DEAR Relationship Angel,
My parents met in secondary school, and dated until their late 20’s. After some years, they had me, an accidental birth. They had planned to finish university before having children, but both claim that it was “a happy accident”. They got married. But about 10 years later, my dad claimed that he was destined to be a homosexual and divorced my mother. No one but my mother, and perhaps, a few close friends knew my father had any sort of attraction to men. I was about 14 years old when my father divorced my mother. Then my father traveled overseas and I hear that he is now living in Europe with his gay lover, a man. Everyone in my family criticizes my father for being gay but I love him because he is my father and he sends me money occasionally for my school fees. Now, my grandmother is telling me to stop communicating with my father. She says I should stop calling him on phone or answering his calls because he is gay. From Niyi.

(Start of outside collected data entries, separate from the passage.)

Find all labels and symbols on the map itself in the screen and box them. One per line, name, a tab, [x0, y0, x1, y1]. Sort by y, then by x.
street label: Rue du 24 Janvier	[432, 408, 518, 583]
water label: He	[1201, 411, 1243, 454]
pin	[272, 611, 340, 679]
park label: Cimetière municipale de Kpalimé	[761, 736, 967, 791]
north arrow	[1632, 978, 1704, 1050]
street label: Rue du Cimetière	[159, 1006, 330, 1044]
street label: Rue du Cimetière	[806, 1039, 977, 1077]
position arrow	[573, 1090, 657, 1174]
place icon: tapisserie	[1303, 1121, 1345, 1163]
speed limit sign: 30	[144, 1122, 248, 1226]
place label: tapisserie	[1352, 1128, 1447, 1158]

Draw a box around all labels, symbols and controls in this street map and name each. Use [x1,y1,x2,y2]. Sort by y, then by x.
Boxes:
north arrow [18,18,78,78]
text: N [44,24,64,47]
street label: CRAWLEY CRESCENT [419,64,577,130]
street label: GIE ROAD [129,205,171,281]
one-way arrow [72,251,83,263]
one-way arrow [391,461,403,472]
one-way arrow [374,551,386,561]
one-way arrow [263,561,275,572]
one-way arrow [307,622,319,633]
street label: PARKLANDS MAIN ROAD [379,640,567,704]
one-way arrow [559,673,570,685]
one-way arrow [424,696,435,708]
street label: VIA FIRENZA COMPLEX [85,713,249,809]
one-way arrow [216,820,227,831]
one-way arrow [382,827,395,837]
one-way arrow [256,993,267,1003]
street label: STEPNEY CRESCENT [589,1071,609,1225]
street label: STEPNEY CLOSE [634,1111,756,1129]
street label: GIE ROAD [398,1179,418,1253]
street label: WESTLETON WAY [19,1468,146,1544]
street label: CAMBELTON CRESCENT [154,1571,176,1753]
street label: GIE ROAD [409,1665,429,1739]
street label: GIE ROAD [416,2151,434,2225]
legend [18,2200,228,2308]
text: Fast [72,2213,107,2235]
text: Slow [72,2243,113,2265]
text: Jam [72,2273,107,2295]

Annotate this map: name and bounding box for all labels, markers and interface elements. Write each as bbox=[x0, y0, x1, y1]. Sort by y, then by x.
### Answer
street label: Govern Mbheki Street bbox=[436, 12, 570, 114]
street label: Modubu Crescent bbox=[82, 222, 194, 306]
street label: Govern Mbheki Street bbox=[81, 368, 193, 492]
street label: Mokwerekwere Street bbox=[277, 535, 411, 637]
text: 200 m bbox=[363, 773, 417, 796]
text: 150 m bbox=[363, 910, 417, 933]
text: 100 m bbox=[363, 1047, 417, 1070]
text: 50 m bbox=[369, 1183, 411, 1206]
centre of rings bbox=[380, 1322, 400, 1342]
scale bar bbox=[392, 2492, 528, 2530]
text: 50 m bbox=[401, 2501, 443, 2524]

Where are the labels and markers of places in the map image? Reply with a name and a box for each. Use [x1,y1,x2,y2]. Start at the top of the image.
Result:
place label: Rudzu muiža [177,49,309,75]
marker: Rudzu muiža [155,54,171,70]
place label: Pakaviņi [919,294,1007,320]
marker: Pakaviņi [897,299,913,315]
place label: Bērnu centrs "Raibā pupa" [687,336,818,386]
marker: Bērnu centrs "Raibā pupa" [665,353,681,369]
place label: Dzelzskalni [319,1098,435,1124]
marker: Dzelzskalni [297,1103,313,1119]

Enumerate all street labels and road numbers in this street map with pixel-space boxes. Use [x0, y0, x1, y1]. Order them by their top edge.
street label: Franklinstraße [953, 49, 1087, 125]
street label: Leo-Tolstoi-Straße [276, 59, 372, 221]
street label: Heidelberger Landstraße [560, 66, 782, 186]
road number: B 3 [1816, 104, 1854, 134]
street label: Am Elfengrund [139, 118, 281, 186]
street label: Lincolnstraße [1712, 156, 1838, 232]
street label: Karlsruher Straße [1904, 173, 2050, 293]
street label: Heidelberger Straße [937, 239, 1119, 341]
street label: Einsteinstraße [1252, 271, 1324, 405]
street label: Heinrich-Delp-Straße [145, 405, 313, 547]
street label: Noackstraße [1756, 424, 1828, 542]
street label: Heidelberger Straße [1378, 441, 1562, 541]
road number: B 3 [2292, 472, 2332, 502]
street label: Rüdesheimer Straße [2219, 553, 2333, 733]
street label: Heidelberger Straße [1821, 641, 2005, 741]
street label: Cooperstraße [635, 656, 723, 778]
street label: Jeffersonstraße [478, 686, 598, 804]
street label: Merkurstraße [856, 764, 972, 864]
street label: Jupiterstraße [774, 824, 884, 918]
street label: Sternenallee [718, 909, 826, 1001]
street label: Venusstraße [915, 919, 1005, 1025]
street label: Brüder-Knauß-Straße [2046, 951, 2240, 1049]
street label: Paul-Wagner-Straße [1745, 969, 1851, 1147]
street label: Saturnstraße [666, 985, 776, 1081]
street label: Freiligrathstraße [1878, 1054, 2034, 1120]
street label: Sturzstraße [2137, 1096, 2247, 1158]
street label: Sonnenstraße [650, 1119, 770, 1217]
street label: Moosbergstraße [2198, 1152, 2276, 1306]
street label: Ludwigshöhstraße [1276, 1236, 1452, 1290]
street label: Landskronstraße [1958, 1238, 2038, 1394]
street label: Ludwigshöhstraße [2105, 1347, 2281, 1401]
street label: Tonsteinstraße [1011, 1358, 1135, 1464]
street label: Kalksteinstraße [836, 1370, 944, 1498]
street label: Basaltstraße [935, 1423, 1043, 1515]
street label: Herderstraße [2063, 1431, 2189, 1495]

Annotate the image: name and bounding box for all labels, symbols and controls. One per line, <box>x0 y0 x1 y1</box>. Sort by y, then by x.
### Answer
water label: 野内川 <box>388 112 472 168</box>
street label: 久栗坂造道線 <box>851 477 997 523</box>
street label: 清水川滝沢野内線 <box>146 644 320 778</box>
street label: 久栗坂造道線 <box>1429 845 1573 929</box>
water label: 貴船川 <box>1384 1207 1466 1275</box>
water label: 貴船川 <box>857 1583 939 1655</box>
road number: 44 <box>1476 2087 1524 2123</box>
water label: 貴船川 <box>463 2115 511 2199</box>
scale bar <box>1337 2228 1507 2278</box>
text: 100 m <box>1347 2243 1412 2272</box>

Maybe your grandma fears that since your dad is gay, he might corrupt you or lead you into homosexuality if you remain in contact with him. However, such fear is uncalled for. If your dad still fulfills his responsibilities as a father to you, there is no need for you to stop communicating with him. Being gay does not mean that he should shirk his fatherly responsibility towards you. As an adult, you can’t force him to change his sexual orientation if he doesn’t want to. Besides, he remains your biological father whether or not he is gay. Send your comments/stories to The Relationship Angel. E-mail: [email protected] Call 07031028714. For free marriage/relationships counseling, call Mike 07031028714, Chris 08023913619 or Ngozi 08099336504. Go to www.linkup247.webs.com
‘My Daddy Is Gay, But I Love Him’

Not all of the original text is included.